▶ _What is being asked_: Your task is to transcribe each record exactly and to omit every image.

**** Information ****

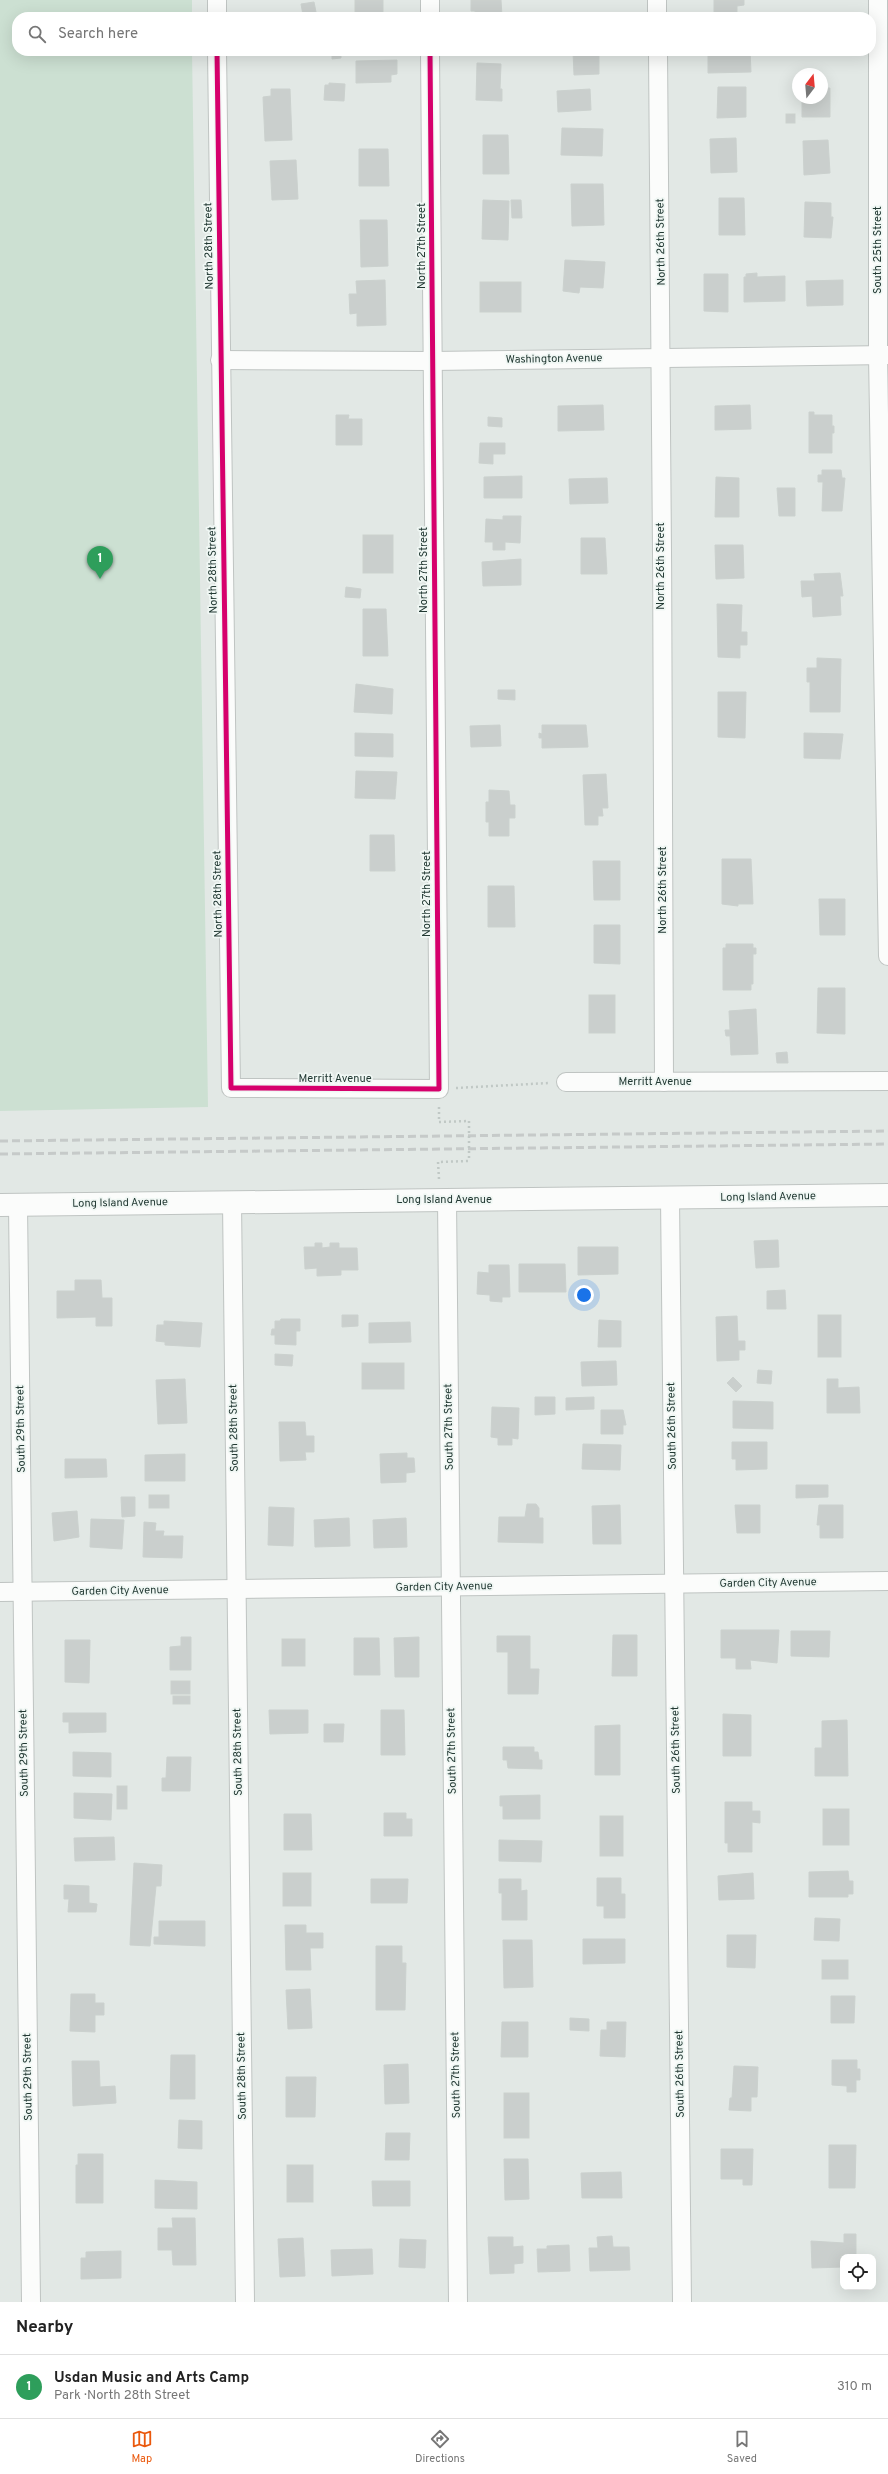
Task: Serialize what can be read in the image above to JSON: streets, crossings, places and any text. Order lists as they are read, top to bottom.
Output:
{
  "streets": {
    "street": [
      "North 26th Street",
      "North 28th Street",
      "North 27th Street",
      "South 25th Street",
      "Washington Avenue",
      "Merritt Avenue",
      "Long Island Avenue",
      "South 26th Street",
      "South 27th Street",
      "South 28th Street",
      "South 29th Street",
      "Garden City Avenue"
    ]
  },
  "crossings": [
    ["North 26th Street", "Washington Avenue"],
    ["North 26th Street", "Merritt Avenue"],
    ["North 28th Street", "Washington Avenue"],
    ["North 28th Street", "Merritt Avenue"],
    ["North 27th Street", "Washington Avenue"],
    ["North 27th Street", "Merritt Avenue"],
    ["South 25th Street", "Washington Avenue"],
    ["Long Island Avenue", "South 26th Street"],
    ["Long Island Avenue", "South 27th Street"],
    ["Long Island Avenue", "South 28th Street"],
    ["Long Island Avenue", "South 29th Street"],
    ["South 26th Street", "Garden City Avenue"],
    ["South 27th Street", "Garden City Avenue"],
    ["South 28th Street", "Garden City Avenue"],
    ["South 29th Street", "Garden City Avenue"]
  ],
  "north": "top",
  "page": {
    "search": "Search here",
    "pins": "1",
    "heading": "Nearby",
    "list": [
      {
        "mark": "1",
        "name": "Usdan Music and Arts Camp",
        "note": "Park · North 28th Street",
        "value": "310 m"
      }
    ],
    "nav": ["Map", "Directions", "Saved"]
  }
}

****

▶ _Task result_:
Task: Serialize what can be read in the image above to JSON: streets, crossings, places and any text. Order lists as they are read, top to bottom.
Output:
{
  "streets": {
    "street": [
      "North 26th Street",
      "North 28th Street",
      "North 27th Street",
      "South 25th Street",
      "Washington Avenue",
      "Merritt Avenue",
      "Long Island Avenue",
      "South 26th Street",
      "South 27th Street",
      "South 28th Street",
      "South 29th Street",
      "Garden City Avenue"
    ]
  },
  "crossings": [
    ["North 26th Street", "Washington Avenue"],
    ["North 26th Street", "Merritt Avenue"],
    ["North 28th Street", "Washington Avenue"],
    ["North 28th Street", "Merritt Avenue"],
    ["North 27th Street", "Washington Avenue"],
    ["North 27th Street", "Merritt Avenue"],
    ["South 25th Street", "Washington Avenue"],
    ["Long Island Avenue", "South 26th Street"],
    ["Long Island Avenue", "South 27th Street"],
    ["Long Island Avenue", "South 28th Street"],
    ["Long Island Avenue", "South 29th Street"],
    ["South 26th Street", "Garden City Avenue"],
    ["South 27th Street", "Garden City Avenue"],
    ["South 28th Street", "Garden City Avenue"],
    ["South 29th Street", "Garden City Avenue"]
  ],
  "north": "top",
  "page": {
    "search": "Search here",
    "pins": "1",
    "heading": "Nearby",
    "list": [
      {
        "mark": "1",
        "name": "Usdan Music and Arts Camp",
        "note": "Park · North 28th Street",
        "value": "310 m"
      }
    ],
    "nav": ["Map", "Directions", "Saved"]
  }
}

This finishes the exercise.